Assignment
Please reproduce the entries exactly as they appear below, but not the pictures.

Given entries
········

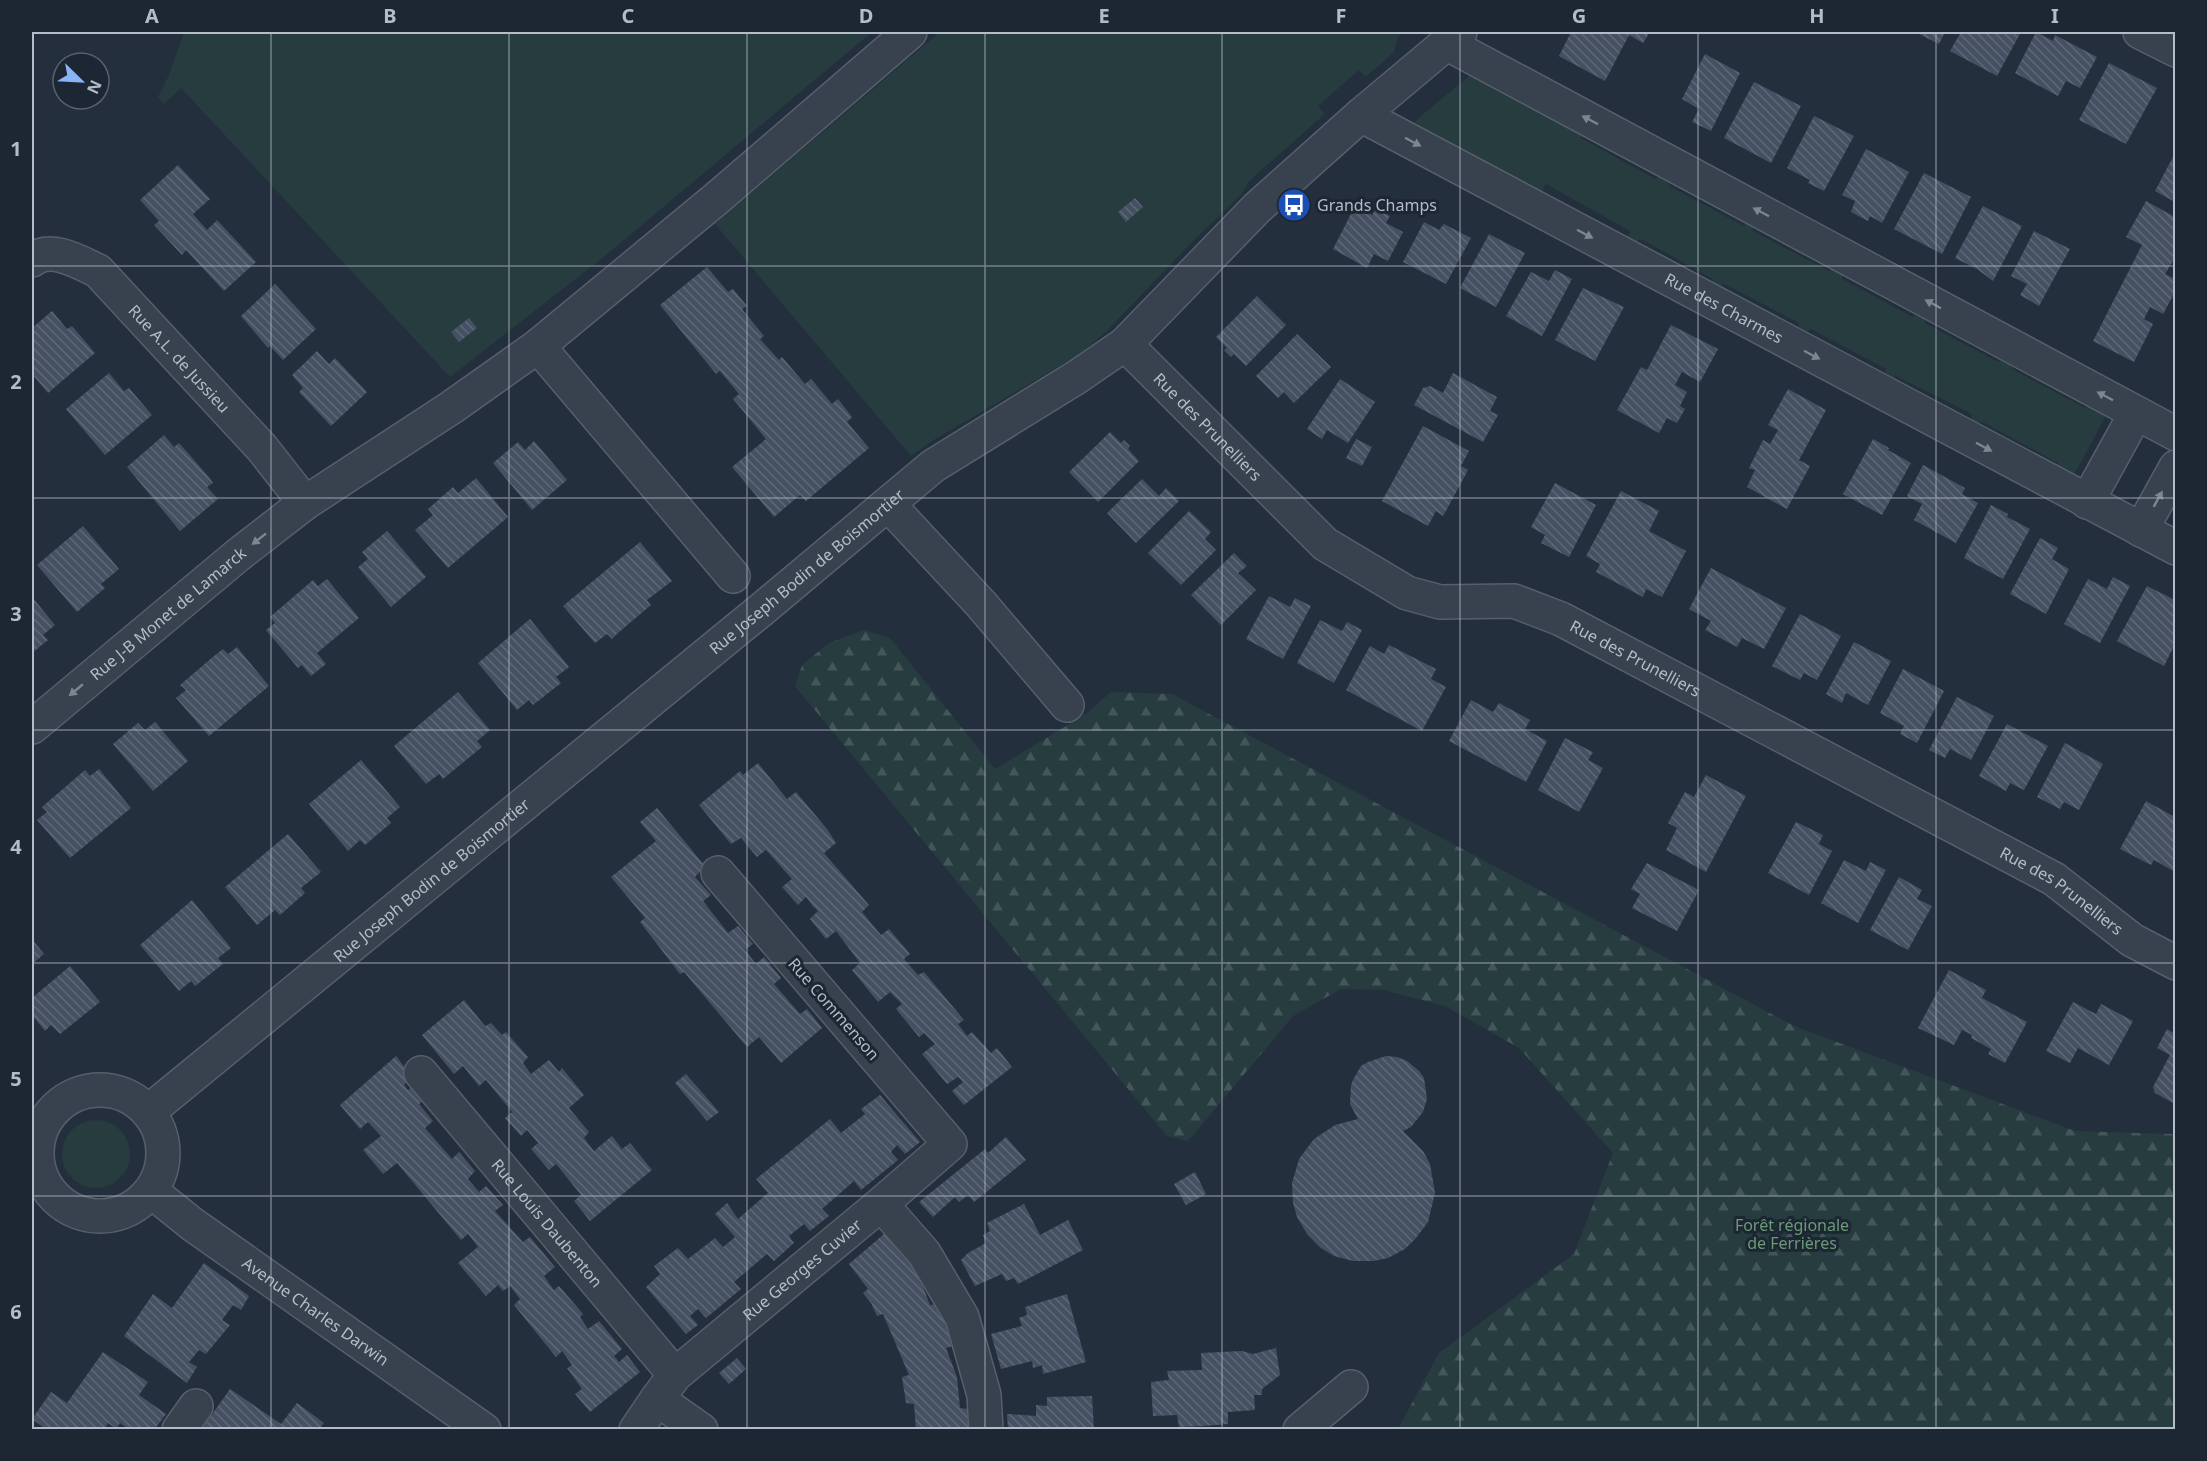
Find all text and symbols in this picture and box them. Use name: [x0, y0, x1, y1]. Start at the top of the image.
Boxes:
text: A: [145, 2, 159, 29]
text: B: [383, 2, 397, 29]
text: C: [622, 2, 635, 29]
text: D: [859, 2, 873, 29]
text: E: [1098, 2, 1110, 29]
text: F: [1336, 2, 1346, 29]
text: G: [1572, 2, 1586, 29]
text: H: [1809, 2, 1825, 29]
text: I: [2051, 2, 2059, 29]
north arrow: [51, 51, 111, 111]
text: N: [82, 77, 107, 98]
one-way arrow: [1581, 115, 1598, 125]
text: 1: [10, 135, 22, 162]
one-way arrow: [1404, 137, 1421, 147]
bus stop icon: Grands Champs: [1276, 187, 1312, 223]
place label: Grands Champs: [1317, 194, 1437, 216]
one-way arrow: [1753, 207, 1770, 217]
one-way arrow: [1576, 229, 1593, 239]
street label: Rue des Charmes: [1661, 267, 1787, 348]
one-way arrow: [1925, 299, 1942, 309]
street label: Rue A.L. de Jussieu: [123, 300, 235, 417]
one-way arrow: [1804, 350, 1821, 360]
text: 2: [10, 368, 22, 395]
street label: Rue des Prunelliers: [1149, 368, 1267, 486]
one-way arrow: [2096, 392, 2114, 402]
one-way arrow: [1976, 442, 1993, 452]
street label: Rue Joseph Bodin de Boismortier: [704, 484, 909, 659]
one-way arrow: [2153, 490, 2163, 507]
one-way arrow: [251, 533, 267, 545]
street label: Rue J-B Monet de Lamarck: [85, 542, 251, 685]
text: 3: [10, 600, 22, 627]
street label: Rue des Prunelliers: [1566, 615, 1704, 702]
one-way arrow: [69, 683, 84, 696]
street label: Rue Joseph Bodin de Boismortier: [328, 793, 534, 967]
text: 4: [10, 833, 22, 860]
street label: Rue des Prunelliers: [1996, 841, 2128, 940]
street label: Rue Commenson: [783, 953, 885, 1065]
text: 5: [10, 1065, 22, 1092]
street label: Rue Louis Daubenton: [487, 1154, 608, 1292]
street label: Rue Georges Cuvier: [738, 1213, 866, 1326]
park label: Forêt régionale de Ferrières: [1735, 1214, 1849, 1254]
street label: Avenue Charles Darwin: [238, 1252, 393, 1371]
text: 6: [10, 1298, 22, 1325]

········

Exercise output
Find all text and symbols in this picture and box them. Use name: [x0, y0, x1, y1]. Start at the top of the image.
Boxes:
text: A: [145, 2, 159, 29]
text: B: [383, 2, 397, 29]
text: C: [622, 2, 635, 29]
text: D: [859, 2, 873, 29]
text: E: [1098, 2, 1110, 29]
text: F: [1336, 2, 1346, 29]
text: G: [1572, 2, 1586, 29]
text: H: [1809, 2, 1825, 29]
text: I: [2051, 2, 2059, 29]
north arrow: [51, 51, 111, 111]
text: N: [82, 77, 107, 98]
one-way arrow: [1581, 115, 1598, 125]
text: 1: [10, 135, 22, 162]
one-way arrow: [1404, 137, 1421, 147]
bus stop icon: Grands Champs: [1276, 187, 1312, 223]
place label: Grands Champs: [1317, 194, 1437, 216]
one-way arrow: [1753, 207, 1770, 217]
one-way arrow: [1576, 229, 1593, 239]
street label: Rue des Charmes: [1661, 267, 1787, 348]
one-way arrow: [1925, 299, 1942, 309]
street label: Rue A.L. de Jussieu: [123, 300, 235, 417]
one-way arrow: [1804, 350, 1821, 360]
text: 2: [10, 368, 22, 395]
street label: Rue des Prunelliers: [1149, 368, 1267, 486]
one-way arrow: [2096, 392, 2114, 402]
one-way arrow: [1976, 442, 1993, 452]
street label: Rue Joseph Bodin de Boismortier: [704, 484, 909, 659]
one-way arrow: [2153, 490, 2163, 507]
one-way arrow: [251, 533, 267, 545]
street label: Rue J-B Monet de Lamarck: [85, 542, 251, 685]
text: 3: [10, 600, 22, 627]
street label: Rue des Prunelliers: [1566, 615, 1704, 702]
one-way arrow: [69, 683, 84, 696]
street label: Rue Joseph Bodin de Boismortier: [328, 793, 534, 967]
text: 4: [10, 833, 22, 860]
street label: Rue des Prunelliers: [1996, 841, 2128, 940]
street label: Rue Commenson: [783, 953, 885, 1065]
text: 5: [10, 1065, 22, 1092]
street label: Rue Louis Daubenton: [487, 1154, 608, 1292]
street label: Rue Georges Cuvier: [738, 1213, 866, 1326]
park label: Forêt régionale de Ferrières: [1735, 1214, 1849, 1254]
street label: Avenue Charles Darwin: [238, 1252, 393, 1371]
text: 6: [10, 1298, 22, 1325]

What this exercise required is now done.